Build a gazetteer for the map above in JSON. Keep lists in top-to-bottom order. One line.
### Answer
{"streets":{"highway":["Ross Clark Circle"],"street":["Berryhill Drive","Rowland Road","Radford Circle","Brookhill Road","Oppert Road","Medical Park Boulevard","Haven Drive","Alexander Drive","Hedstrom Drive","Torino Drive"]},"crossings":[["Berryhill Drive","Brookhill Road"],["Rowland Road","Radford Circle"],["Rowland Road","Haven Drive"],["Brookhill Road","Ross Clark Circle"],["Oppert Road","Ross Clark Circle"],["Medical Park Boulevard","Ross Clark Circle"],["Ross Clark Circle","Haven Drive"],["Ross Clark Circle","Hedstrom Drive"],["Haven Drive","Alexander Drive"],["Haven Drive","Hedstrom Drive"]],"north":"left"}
§ §
■ Problem description:
Would you please copy the material above exactly, with nothing left out?

■ Answer box:
Build a gazetteer for the map above in JSON. Keep lists in top-to-bottom order. One line.
### Answer
{"streets":{"highway":["Ross Clark Circle"],"street":["Berryhill Drive","Rowland Road","Radford Circle","Brookhill Road","Oppert Road","Medical Park Boulevard","Haven Drive","Alexander Drive","Hedstrom Drive","Torino Drive"]},"crossings":[["Berryhill Drive","Brookhill Road"],["Rowland Road","Radford Circle"],["Rowland Road","Haven Drive"],["Brookhill Road","Ross Clark Circle"],["Oppert Road","Ross Clark Circle"],["Medical Park Boulevard","Ross Clark Circle"],["Ross Clark Circle","Haven Drive"],["Ross Clark Circle","Hedstrom Drive"],["Haven Drive","Alexander Drive"],["Haven Drive","Hedstrom Drive"]],"north":"left"}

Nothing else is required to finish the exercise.